Troubleshooting

Todo

This page is a draft.

This page contains tips for troubleshooting ZFS on Linux and what info developers might want for bug triage.


About Log Files

Log files can be very useful for troubleshooting. In some cases, interesting information is stored in multiple log files that are correlated to system events.

Pro tip: logging infrastructure tools like elasticsearch, fluentd, influxdb, or splunk can simplify log analysis and event correlation.

Generic Kernel Log

Typically, Linux kernel log messages are available from dmesg -T, /var/log/syslog, or where kernel log messages are sent (eg by rsyslogd).

ZFS Kernel Module Debug Messages

The ZFS kernel modules use an internal log buffer for detailed logging information. This log information is available in the pseudo file /proc/spl/kstat/zfs/dbgmsg for ZFS builds where ZFS module parameter zfs_dbgmsg_enable = 1


Unkillable Process

Symptom: zfs or zpool command appear hung, does not return, and is not killable

Likely cause: kernel thread hung or panic

Log files of interest: Generic Kernel Log, ZFS Kernel Module Debug Messages

Important information: if a kernel thread is stuck, then a backtrace of the stuck thread can be in the logs. In some cases, the stuck thread is not logged until the deadman timer expires. See also debug tunables


ZFS Events

ZFS uses an event-based messaging interface for communication of important events to other consumers running on the system. The ZFS Event Daemon (zed) is a userland daemon that listens for these events and processes them. zed is extensible so you can write shell scripts or other programs that subscribe to events and take action. For example, the script usually installed at /etc/zfs/zed.d/all-syslog.sh writes a formatted event message to syslog. See the man page for zed(8) for more information.

A history of events is also available via the zpool events command. This history begins at ZFS kernel module load and includes events from any pool. These events are stored in RAM and limited in count to a value determined by the kernel tunable zfs_event_len_max. zed has an internal throttling mechanism to prevent overconsumption of system resources processing ZFS events.

More detailed information about events is observable using zpool events -v The contents of the verbose events is subject to change, based on the event and information available at the time of the event.

Each event has a class identifier used for filtering event types.

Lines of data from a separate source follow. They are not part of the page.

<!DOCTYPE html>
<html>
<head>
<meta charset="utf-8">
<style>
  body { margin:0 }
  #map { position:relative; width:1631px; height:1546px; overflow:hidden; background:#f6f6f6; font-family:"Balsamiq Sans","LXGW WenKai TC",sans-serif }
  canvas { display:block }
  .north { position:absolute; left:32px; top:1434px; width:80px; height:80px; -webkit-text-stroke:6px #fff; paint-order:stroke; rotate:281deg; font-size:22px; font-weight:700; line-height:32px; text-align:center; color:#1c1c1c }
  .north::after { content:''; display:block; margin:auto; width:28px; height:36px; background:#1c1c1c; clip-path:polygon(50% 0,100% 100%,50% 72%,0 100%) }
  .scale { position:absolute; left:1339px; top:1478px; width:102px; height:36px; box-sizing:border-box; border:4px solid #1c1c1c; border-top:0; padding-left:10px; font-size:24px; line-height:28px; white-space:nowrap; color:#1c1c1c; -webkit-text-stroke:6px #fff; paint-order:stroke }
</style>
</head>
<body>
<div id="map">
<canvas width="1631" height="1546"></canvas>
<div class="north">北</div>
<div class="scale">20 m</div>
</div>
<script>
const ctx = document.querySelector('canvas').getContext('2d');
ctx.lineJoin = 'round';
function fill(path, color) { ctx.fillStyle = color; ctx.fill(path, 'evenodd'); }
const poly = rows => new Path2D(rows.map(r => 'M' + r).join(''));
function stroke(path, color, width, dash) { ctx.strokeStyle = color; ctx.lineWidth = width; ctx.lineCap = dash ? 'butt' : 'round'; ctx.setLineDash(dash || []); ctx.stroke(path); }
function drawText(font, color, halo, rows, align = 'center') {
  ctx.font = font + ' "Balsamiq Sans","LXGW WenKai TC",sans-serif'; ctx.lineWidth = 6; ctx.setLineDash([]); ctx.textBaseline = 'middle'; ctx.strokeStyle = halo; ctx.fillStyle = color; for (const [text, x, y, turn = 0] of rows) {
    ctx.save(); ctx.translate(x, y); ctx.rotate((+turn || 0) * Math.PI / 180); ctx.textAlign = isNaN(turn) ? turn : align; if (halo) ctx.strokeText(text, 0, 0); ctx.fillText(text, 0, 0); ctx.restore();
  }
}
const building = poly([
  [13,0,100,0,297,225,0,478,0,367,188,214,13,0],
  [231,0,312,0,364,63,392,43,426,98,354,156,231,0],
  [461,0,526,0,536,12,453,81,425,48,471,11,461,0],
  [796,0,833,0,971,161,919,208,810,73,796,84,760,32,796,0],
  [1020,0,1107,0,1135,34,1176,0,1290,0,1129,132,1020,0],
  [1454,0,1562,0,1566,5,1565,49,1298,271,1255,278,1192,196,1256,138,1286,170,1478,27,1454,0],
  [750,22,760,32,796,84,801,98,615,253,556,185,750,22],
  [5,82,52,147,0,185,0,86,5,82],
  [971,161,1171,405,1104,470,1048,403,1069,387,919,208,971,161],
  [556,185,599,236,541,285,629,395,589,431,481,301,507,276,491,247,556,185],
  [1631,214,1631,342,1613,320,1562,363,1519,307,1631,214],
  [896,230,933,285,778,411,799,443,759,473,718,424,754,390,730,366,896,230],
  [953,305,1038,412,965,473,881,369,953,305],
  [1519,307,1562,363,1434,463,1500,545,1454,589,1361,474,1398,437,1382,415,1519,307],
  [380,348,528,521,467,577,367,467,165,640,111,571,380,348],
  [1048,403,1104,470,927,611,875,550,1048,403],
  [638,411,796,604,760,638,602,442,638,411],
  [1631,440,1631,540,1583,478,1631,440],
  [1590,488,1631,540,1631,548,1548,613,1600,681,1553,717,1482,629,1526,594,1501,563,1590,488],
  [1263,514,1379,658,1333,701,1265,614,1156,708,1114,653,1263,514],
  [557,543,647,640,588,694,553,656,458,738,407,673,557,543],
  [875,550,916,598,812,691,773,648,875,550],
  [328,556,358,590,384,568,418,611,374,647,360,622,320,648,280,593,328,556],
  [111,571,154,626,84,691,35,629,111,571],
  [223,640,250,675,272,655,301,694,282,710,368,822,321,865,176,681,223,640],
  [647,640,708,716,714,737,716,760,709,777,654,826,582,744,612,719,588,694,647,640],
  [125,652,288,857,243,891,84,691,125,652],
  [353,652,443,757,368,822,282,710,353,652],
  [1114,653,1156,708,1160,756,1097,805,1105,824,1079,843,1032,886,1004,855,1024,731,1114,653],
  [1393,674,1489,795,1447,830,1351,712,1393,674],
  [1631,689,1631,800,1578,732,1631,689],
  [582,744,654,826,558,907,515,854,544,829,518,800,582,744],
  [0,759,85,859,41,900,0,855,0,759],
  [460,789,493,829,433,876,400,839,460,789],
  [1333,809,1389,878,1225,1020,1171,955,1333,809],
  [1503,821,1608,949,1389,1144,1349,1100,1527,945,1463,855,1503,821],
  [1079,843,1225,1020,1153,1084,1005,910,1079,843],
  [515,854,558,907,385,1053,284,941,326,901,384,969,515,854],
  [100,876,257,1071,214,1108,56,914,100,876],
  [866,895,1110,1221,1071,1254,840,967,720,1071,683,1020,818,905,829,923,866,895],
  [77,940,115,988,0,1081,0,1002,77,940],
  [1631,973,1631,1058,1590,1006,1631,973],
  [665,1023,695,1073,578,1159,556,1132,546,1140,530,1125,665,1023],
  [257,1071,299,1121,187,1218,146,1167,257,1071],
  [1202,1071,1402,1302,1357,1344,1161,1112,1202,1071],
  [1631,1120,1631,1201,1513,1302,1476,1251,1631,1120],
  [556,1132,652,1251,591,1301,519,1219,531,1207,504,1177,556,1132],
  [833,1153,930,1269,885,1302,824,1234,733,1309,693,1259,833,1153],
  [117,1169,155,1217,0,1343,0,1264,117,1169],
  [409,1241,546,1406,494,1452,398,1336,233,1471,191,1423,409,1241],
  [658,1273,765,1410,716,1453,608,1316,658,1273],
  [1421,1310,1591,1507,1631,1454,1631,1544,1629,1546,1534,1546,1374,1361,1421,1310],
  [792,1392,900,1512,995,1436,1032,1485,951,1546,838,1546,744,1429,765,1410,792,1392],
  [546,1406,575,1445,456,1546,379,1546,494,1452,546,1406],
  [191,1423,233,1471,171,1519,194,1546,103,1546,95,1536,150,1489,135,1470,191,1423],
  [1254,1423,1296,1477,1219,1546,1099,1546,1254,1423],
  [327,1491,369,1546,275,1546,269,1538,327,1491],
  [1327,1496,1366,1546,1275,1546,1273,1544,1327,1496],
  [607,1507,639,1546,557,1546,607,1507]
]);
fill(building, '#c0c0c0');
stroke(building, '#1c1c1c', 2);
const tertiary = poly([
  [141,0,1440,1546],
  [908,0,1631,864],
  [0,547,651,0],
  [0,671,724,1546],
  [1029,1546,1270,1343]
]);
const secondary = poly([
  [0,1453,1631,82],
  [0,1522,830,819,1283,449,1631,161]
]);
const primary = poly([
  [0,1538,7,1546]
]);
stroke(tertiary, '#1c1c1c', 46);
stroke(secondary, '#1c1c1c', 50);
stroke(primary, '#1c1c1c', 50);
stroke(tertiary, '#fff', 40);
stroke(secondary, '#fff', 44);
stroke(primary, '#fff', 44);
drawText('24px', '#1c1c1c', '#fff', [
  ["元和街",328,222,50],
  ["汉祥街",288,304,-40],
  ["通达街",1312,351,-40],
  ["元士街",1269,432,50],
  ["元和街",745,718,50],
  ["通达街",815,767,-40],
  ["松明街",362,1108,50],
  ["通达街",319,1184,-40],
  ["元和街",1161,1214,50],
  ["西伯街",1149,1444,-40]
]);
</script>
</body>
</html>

Commonly seen events are those related to pool management with class sysevent.fs.zfs.* including import, export, configuration updates, and zpool history updates.

Events related to errors are reported as class ereport.* These can be invaluable for troubleshooting. Some faults can cause multiple ereports as various layers of the software deal with the fault. For example, on a simple pool without parity protection, a faulty disk could cause an ereport.io during a read from the disk that results in an erport.fs.zfs.checksum at the pool level. These events are also reflected by the error counters observed in zpool status If you see checksum or read/write errors in zpool status then there should be one or more corresponding ereports in the zpool events output.